SUPPLIED RECORDS -
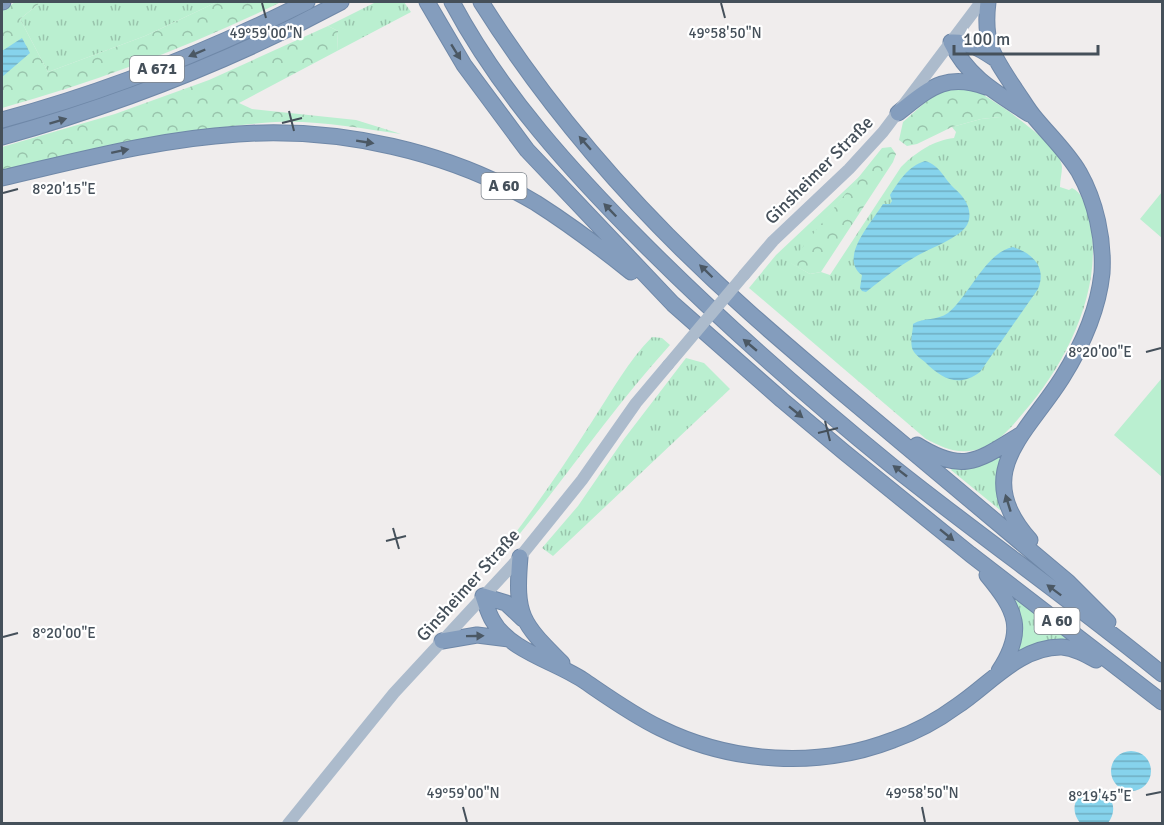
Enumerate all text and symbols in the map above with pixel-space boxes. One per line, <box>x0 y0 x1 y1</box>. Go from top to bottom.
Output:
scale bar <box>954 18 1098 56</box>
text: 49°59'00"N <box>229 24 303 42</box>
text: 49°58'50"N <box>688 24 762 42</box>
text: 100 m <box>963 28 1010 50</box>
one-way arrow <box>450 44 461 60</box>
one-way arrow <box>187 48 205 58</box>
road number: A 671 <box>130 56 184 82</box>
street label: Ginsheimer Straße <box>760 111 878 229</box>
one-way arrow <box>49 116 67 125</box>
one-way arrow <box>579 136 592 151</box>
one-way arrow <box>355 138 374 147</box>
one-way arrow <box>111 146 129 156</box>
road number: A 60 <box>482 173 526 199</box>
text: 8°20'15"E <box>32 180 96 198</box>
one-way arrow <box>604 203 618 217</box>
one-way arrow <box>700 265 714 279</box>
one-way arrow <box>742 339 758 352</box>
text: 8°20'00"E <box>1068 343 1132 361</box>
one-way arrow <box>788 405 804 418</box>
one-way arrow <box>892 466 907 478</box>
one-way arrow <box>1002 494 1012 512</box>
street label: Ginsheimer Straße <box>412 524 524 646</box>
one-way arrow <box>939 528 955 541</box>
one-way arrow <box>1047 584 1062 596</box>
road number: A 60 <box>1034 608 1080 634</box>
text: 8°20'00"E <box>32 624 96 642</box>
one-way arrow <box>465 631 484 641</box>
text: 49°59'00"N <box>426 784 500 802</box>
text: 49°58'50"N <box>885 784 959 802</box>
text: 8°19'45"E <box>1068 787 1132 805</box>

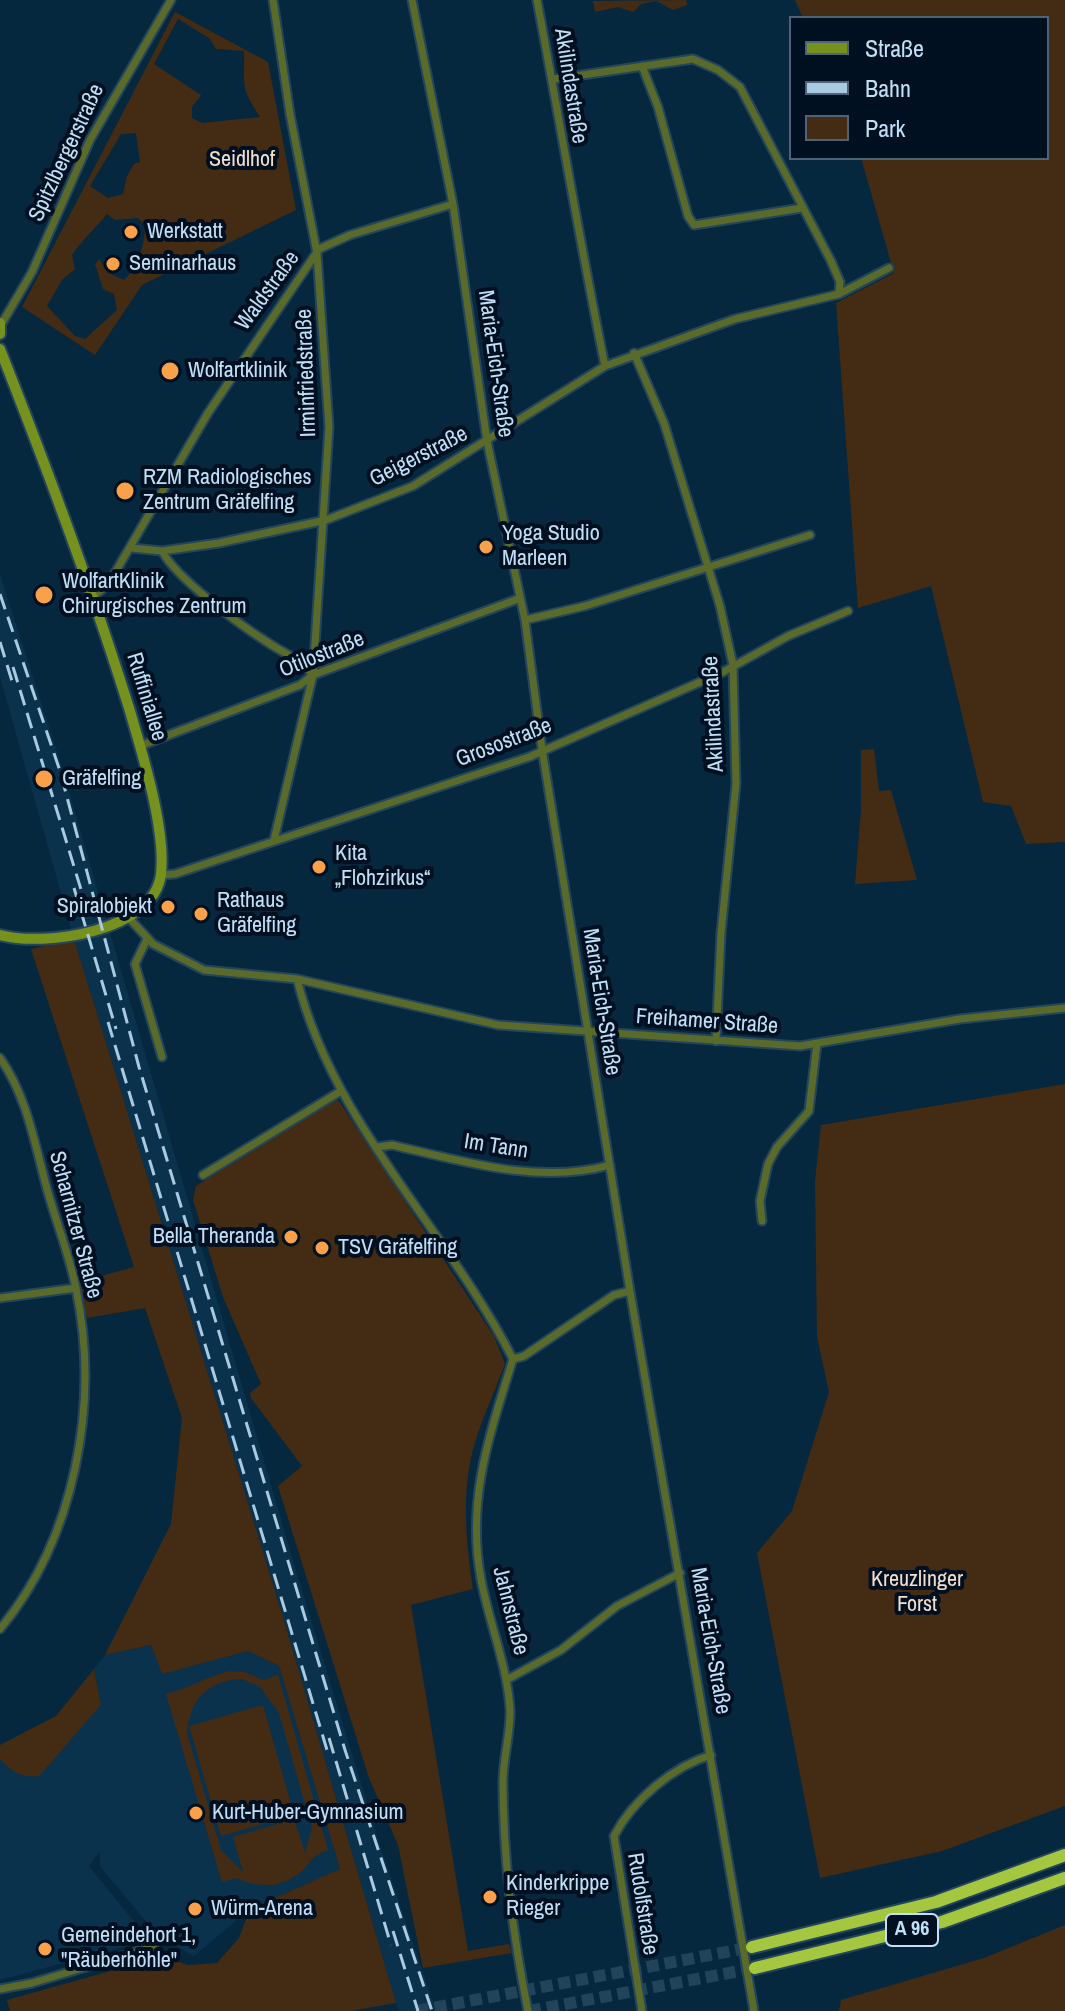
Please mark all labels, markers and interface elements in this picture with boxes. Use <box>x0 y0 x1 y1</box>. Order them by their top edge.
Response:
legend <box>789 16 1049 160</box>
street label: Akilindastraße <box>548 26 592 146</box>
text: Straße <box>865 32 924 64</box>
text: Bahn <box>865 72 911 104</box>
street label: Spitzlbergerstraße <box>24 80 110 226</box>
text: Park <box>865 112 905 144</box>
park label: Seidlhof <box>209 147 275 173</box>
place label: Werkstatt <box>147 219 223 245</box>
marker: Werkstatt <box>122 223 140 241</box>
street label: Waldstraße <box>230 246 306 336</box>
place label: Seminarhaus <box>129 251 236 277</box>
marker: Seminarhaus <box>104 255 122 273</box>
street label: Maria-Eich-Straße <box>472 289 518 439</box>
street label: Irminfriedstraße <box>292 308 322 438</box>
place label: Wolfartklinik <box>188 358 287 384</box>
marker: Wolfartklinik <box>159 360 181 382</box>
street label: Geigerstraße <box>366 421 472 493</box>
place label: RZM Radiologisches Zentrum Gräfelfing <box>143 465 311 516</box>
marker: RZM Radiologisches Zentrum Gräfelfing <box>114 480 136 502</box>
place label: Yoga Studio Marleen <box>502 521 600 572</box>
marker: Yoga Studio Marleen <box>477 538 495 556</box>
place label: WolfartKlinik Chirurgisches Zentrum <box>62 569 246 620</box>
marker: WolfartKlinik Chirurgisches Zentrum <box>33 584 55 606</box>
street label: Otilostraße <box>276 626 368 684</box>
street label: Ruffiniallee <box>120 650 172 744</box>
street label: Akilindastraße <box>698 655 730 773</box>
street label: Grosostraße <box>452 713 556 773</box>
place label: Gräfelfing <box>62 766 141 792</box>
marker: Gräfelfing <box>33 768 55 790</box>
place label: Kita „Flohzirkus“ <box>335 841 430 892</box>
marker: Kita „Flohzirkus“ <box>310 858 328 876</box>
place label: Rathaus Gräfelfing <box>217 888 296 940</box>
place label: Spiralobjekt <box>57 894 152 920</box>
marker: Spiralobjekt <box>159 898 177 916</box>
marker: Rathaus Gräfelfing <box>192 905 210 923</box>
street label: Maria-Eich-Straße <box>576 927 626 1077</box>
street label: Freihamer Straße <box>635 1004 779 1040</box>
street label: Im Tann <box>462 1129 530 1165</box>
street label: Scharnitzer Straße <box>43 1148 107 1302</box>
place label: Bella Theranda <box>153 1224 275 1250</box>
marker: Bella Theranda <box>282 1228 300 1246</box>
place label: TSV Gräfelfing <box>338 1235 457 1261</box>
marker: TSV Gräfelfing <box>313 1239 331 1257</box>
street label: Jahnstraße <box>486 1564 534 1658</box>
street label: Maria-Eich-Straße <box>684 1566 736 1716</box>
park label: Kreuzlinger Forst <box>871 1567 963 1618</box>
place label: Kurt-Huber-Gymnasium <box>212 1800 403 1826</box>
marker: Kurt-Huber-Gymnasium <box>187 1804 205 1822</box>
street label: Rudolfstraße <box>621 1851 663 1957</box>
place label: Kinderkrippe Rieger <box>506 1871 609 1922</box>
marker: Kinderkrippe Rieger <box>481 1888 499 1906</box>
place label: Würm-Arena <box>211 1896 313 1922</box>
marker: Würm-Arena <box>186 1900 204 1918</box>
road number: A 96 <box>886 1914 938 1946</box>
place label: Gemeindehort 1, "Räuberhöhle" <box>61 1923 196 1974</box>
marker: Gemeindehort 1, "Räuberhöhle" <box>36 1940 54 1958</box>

EXERCISE GOAL - Each line of the listing above that contains the word "Akilindastraße" is to be copied.

OUTPUT FOR THIS TASK -
street label: Akilindastraße <box>548 26 592 146</box>
street label: Akilindastraße <box>698 655 730 773</box>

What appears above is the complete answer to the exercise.